How to submit new models to Matbench Discovery

🔨 Installation

Clone the repo and install matbench-discovery into your Python environment:

git clone https://github.com/janosh/matbench-discovery --depth 1
pip install -e ./matbench-discovery

There's also a PyPI package for faster installation if you don't need the latest code changes (unlikely if you're planning to submit a model since the benchmark is under active development).

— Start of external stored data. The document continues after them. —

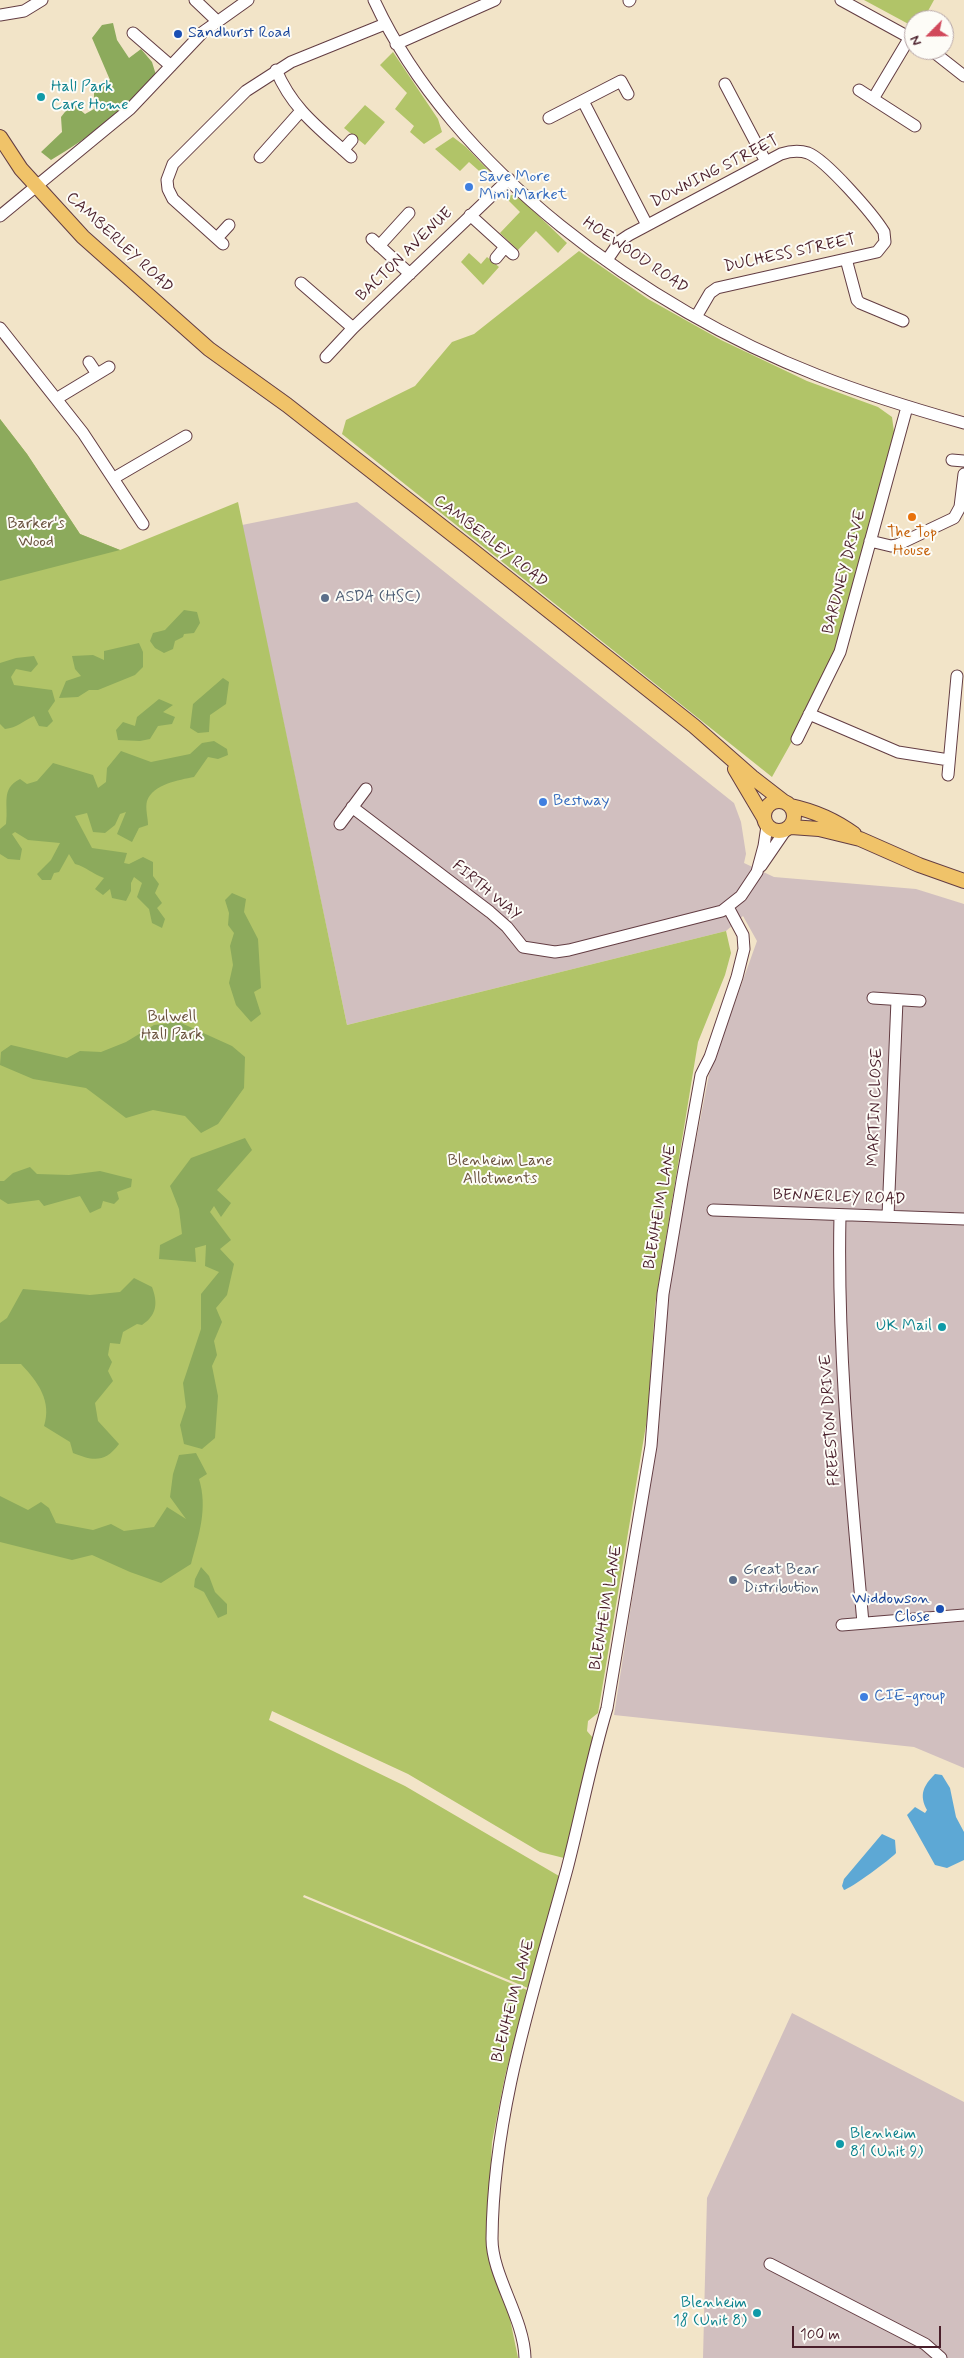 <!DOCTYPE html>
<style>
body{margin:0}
#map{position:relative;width:964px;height:2358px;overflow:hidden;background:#f2e4c8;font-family:Mynerve,sans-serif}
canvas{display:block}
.north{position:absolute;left:904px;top:10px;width:50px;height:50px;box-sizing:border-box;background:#fdfcf7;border:1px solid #b5a4a5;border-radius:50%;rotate:247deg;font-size:14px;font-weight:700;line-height:20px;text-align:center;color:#4a1f2b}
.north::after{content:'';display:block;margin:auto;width:18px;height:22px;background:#d1495b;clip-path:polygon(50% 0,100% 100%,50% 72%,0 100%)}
.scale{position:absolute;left:792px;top:2326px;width:149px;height:22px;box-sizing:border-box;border:2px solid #4a1f2b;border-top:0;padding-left:6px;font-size:15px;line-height:18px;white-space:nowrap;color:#4a1f2b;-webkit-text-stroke:4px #fdfcf7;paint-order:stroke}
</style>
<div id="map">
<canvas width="964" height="2358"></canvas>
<div class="north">N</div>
<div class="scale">100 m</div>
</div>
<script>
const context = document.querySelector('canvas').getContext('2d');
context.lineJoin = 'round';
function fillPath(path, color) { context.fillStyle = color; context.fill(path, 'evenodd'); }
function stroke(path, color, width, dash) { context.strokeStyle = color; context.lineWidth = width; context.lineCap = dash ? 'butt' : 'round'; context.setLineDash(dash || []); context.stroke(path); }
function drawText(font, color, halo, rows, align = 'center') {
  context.font = font + ' Mynerve,sans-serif'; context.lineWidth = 4; context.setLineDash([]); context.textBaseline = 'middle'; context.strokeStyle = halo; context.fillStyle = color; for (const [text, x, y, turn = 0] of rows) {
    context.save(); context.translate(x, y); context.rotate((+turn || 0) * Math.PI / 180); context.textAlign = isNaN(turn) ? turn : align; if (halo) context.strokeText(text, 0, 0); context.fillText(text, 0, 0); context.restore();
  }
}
const industrial = new Path2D(`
 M357,502l377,301 7,19 5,32 -2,9 30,14 142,12 48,15v864l-50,-21 -300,-32 45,-289 7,-120 16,-95 27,-136 48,-134 -14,-25 -17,15 -379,94 -105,-500z
 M792,2013l172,89v256h-261l4,-160z`);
const green = new Path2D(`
 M864,0h70l-11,20h-9v7z
 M393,52l45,67 4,13 -18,12 -14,-12 4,-6 -19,-17 12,-16 -27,-28z
 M365,105l20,17 -20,23 -21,-17z
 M453,137l13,10 24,25 -4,5 -17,-15 -9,9 -25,-22z
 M513,195l10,6 44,42 -9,10 -22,-22 -18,19 -18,-17 20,-21 -16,-16z
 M579,251l69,48 73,41 86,41 71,26 14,10 2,15 -58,215 -27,64 -37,66 -430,-343 4,-14 69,-34 37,-44 22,-8z
 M469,253l12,11 6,-7 12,10 -16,18 -22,-23z
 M0,419l27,35 53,80 40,16 118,-48 109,523 379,-94 5,22 -6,22 -27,67 -43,263 -7,108 -50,300 -10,8 -1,10 6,7 -29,120 -24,-6 -132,-78 -136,-63 -3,9 136,66 154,90 -31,112 -224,-93 -1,2 224,93 -22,86 -13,66 -4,75 1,35 20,62 9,44h-518z`);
const forest = new Path2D(`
 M113,23l4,17 12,18 12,-9 11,13 4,13c-32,33 -65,62 -105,85l-10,-8 21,-20 -1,-15 11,-14 13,11 9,-5v-19l16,-10 -18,-42 10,-13z
 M0,419l27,35 53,80 40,16 -120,31z
 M184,610l13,2 3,11 -6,10 -10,1 -1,3 -8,4 -2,8 -9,4 -9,-5 -5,-7 3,-8 12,-3z
 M139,643l4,9v15l-8,8 -37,15h-9l-11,7 -19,1 7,-17 15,-5 -6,-7 -3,-13 21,-1 11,5v-9z
 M34,656l4,8 -7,8 -15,-3 -5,8 3,8 38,5 3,11 -7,10 5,10 -6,6 -8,-1 -5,-10c-11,5 -17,12 -29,13l-5,-5v-61l16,-5z
 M223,678l6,4 -3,22 -16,11 -1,17 -11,1 -8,-5 3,-24z
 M159,699l14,6 -10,7 12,5 -3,7 -14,2 -8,13 -10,2 -22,-1 -2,-10 7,-8 12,4 2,-9z
 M214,741l13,8 1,6 -10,4 -10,-2 -14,20c-15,3 -41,7 -47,24 -2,7 1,17 1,24l-9,3 -7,14 -15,-8 9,-22 -6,2 -5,11 -10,8 -12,-1 -6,-19 -12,3 17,32 35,5 -3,10 5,1 14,-7 10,5v14l6,8 -4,9 7,10 -5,5 8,11 -3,9 -10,-5 -3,-14 -12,-12 5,-14 -8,-6 -3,6v8l-5,10 -14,-3 -2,-9 -7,6 -8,-6 9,-11c-12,-4 -17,-11 -29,-14l-6,-10 -10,18 -5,1 -3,7h-9l-5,-6 14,-14 9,-17 -32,-3 -13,-8 -3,2 10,15 -2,11 -12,-1 -8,-5v-25l6,-5c3,-19 -6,-35 14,-45l7,5 10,-3 16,-18 40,12 5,13 8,-6 1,-14 14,-17 30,11 39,-8 12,-11z
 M232,893l14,6 -2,13 14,27 3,49 -7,4 7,22 -10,8 -15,-17 -7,-22 4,-18 -3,-19 4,-13 -6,-8 1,-12 -4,-13z
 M179,1022l53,24 13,11 -1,31 -26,36 -17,9 -16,-17 -32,-6 -27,8 -40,-30 -53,-9 -33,-14 1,-13 10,-7 56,13 13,-7 21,1 25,-10 28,-17z
 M245,1138l7,12 -35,40 14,13 -10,14 -7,-11 -4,6 21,28 -11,9 14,15 -7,31 -11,13 6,14 -8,19 3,14 -5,11 6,30 -3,42 -13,11 -18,-5 -4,-19 6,-18 -3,-24 18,-54v-35l18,-22 -14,-6 1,-21 -11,3 1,14 -37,-3 1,-14 22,-11 -3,-25 -9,-23 21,-28z
 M30,1167l7,7 32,1 31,-4 32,8 -1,8 -14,5 2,7 -5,5 -11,-3 -2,7 -11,5 -10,-17 -36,10 -5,-6 -31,4 -8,-5v-18h4l9,-8z
 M134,1278l18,9c6,16 5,28 -10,38l-5,-1 -14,8 -3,12 -10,-1 -2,12 4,7 -4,9 5,10 -18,22 3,18 21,23c-14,19 -26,17 -46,9l-3,-11 -26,-16c8,-25 -6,-44 -23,-62h-21v-41l7,-5 16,-29 67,6 30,-3z
 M196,1453l11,21 -8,5c9,29 0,56 -8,85l-30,19 -31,-11 -38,-17 -20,5 -72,-18v-46l28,14 13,-8 8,6 7,15 37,7 18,-6 13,7 30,-4 13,-20 19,12 -16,-22 3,-23 6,-19z
 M201,1567l8,9 6,16 12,12v10l-9,4 -14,-26 -10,-5 1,-8z`);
const water = new Path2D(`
 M935,1774l7,1 8,13 6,29 8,15v28l-17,8 -12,-3 -28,-50 8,-8 10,6 2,-3c-8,-15 -4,-24 8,-36z
 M882,1834l13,6 1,13c-5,6 -46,36 -52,37l-2,-4 2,-7z`);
const minor = new Path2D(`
 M195,0l21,20
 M374,0c78,169 273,309 443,375 48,19 97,34 147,48
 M841,0l73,40
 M629,1l1,-1
 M0,15l24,-4 18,-11
 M133,33l38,33
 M396,44l99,-44
 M931,50l33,26
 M276,70c17,40 43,58 75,87
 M725,84l41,78
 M859,90l56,36
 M873,99l37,-62
 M583,101l64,124
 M549,118l72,-37 7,13
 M343,150l9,-10
 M260,157l40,-45
 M470,215l43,39
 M0,216l130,-107 73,-77 45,-32
 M217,238l12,-13
 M372,239l38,35
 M223,244l-50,-45 -5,-10 -1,-9 6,-16 73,-73 45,-29 94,-38
 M379,246l30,-33
 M496,258l9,-11
 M846,259l11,41 3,3 43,18
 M607,260l13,-19 9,-6 152,-81c9,-3 18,-4 27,-1 18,7 65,61 76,79l1,10 -8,10 -160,36 -7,5 -14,24
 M301,283l52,45
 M0,328l83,105 60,91
 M326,357l27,-29 156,-149
 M89,362l8,12
 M56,399l53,-32
 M952,460l12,1
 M114,478l72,-42
 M870,541l21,5 6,-1 57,-27 6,-11 4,-33
 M809,714l89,38 51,8
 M797,739l43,-87 67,-245
 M948,775l9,-99
 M352,807l138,105 17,15 16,20 32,5 14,-2 153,-39 19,-15 16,-24 7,-26 3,-20
 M340,824l26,-35
 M761,866l24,-35
 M873,998l47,3
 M713,1210l251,9
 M840,1215c-3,136 11,273 23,408
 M888,1216l9,-216
 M842,1625l122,-10
 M770,2264l155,80 16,14
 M525,2358c-1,-40 -33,-82 -33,-119 1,-128 42,-248 75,-370 14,-54 24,-108 40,-161l44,-262 12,-152 19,-113 19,-106 9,-18 27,-80 7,-28 -1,-14 -15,-28`);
const major = new Path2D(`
 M0,137l21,32 62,68 126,112 78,56 180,141 227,180 58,51 31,24
 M735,769l29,49
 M764 816a15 15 0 1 1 30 0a15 15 0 1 1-30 0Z
 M791,806c23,5 44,14 63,28
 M791,827l28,2 41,10 59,26 45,16`);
const markers = [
 [178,34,5,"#1a4fb4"],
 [41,97,5,"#0f9aa8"],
 [469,187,5,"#3f7fe0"],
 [912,517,5,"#e8710a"],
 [325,598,5,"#5c6f8a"],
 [543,802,5,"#3f7fe0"],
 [942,1327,5,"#0f9aa8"],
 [733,1580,5,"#5c6f8a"],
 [940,1609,5,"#1a4fb4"],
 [864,1697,5,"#3f7fe0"],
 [840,2144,5,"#0f9aa8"],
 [757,2313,5,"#0f9aa8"]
];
const transitNames = [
 ["Sandhurst Road",188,34],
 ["Widdowson",930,1600,"right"],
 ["Close",930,1618,"right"]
];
const cultureNames = [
 ["Hall Park",51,88],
 ["Care Home",51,106],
 ["UK Mail",932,1327,"right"],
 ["Blenheim",850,2135],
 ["81 (Unit 9)",850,2153],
 ["Blenheim",747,2304,"right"],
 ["18 (Unit 8)",747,2322,"right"]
];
const streetNames = [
 ["DOWNING STREET",715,172,-27],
 ["CAMBERLEY ROAD",119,243,43],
 ["DUCHESS STREET",790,254,-12],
 ["BACTON AVENUE",405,255,-44],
 ["HOEWOOD ROAD",635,256,34],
 ["CAMBERLEY ROAD",490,542,38],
 ["BARDNEY DRIVE",845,572,-75],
 ["FIRTH WAY",486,891,40],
 ["MARTIN CLOSE",876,1107,-88],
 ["BENNERLEY ROAD",839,1198,2],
 ["BLENHEIM LANE",661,1207,-80],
 ["FREESTON DRIVE",831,1420,-94],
 ["BLENHEIM LANE",607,1608,-80],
 ["BLENHEIM LANE",514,2001,-75]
];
const shopNames = [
 ["Save More",479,178],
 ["Mini Market",479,196],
 ["Bestway",553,802],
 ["CIE-group",874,1697]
];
const parkNames = [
 ["Barker's",36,525],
 ["Wood",36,543],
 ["Bulwell",172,1018],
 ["Hall Park",172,1036],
 ["Blenheim Lane",500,1162],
 ["Allotments",500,1180]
];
const foodNames = [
 ["The Top",912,534],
 ["House",912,552]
];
const serviceNames = [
 ["ASDA (HSC)",335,598],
 ["Great Bear",743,1571],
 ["Distribution",743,1589]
];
fillPath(industrial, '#d1bfbf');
fillPath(green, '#b1c468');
fillPath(forest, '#8caa5c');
fillPath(water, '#5da8d5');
stroke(minor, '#633d43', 13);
stroke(major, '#633d43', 16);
stroke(minor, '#fff', 11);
stroke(major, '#f0c369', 14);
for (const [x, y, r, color] of markers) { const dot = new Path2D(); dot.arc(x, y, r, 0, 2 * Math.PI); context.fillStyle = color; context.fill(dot); stroke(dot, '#fdfcf7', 2); }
drawText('16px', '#164399', '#fdfcf7', transitNames, 'left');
drawText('16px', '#0d838f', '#fdfcf7', cultureNames, 'left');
drawText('16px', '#4a1f2b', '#fdfcf7', streetNames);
drawText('16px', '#366cbe', '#fdfcf7', shopNames, 'left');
drawText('16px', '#69513d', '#fdfcf7', parkNames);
drawText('16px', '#c56008', '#fdfcf7', foodNames);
drawText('16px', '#4e5e75', '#fdfcf7', serviceNames, 'left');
</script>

✨ How to submit a new model

To submit a new model to this benchmark and add it to our leaderboard, please create a pull request to the main branch that includes the 3 required items:

You should share your model's predictions through a cloud storage service (we recommend Figshare) and include the download links in your PR description. Your cloud storage directory should contain files in a compressed format with the following naming convention: <arch-name>/<model-variant>/<yyyy-mm-dd>-<eval-task>.{csv.gz|json.gz}. For example, a in the case of MACE-MP-0, the file paths would be:
- geometry optimization: mace/mace-mp-0/2023-12-11-wbm-IS2RE-FIRE.jsonl.gz (use JSON Lines format for fast loading of small numbers of structures with pandas.read_json(lines=True, nrows=100) for inspection)
- discovery: mace/mace-mp-0/2023-12-11-wbm-IS2RE.csv.gz
- phonons: mace/mace-mp-0/2024-11-09-kappa-103-FIRE-dist=0.01-fmax=1e-4-symprec=1e-5.json.gz
The files should contain the following information:
1. <arch-name>/<model-variant>/<yyyy-mm-dd>-wbm-geo-opt-<optimizer>.json.gz: The model's relaxed structures as compressed JSON containing:
  - Final relaxed structures (as ASE Atoms or pymatgen Structures)
  - Final energies (eV), forces (eV/Å), stress (eV/Å³) and volume (Å³)
  - Material IDs matching the WBM test set
2. <arch-name>/<model-variant>/<yyyy-mm-dd>-wbm-IS2RE.csv.gz: A compressed CSV file with:
  - Material IDs matching the WBM test set
  - Final formation energies per atom (eV/atom)
3. <arch-name>/<model-variant>/<yyyy-mm-dd>-kappa-103-FIRE-<values-of-dist|fmax|symprec>.json.gz: A compressed JSON file with:
  - Material IDs matching the WBM test set
  - Predicted thermal conductivity (κ) values (W/mK)
Optionally you can also share the complete relaxation trajectories. Having the forces and stresses at each relaxation step also allows analyzing any pathological behavior for structures where relaxation failed or went haywire.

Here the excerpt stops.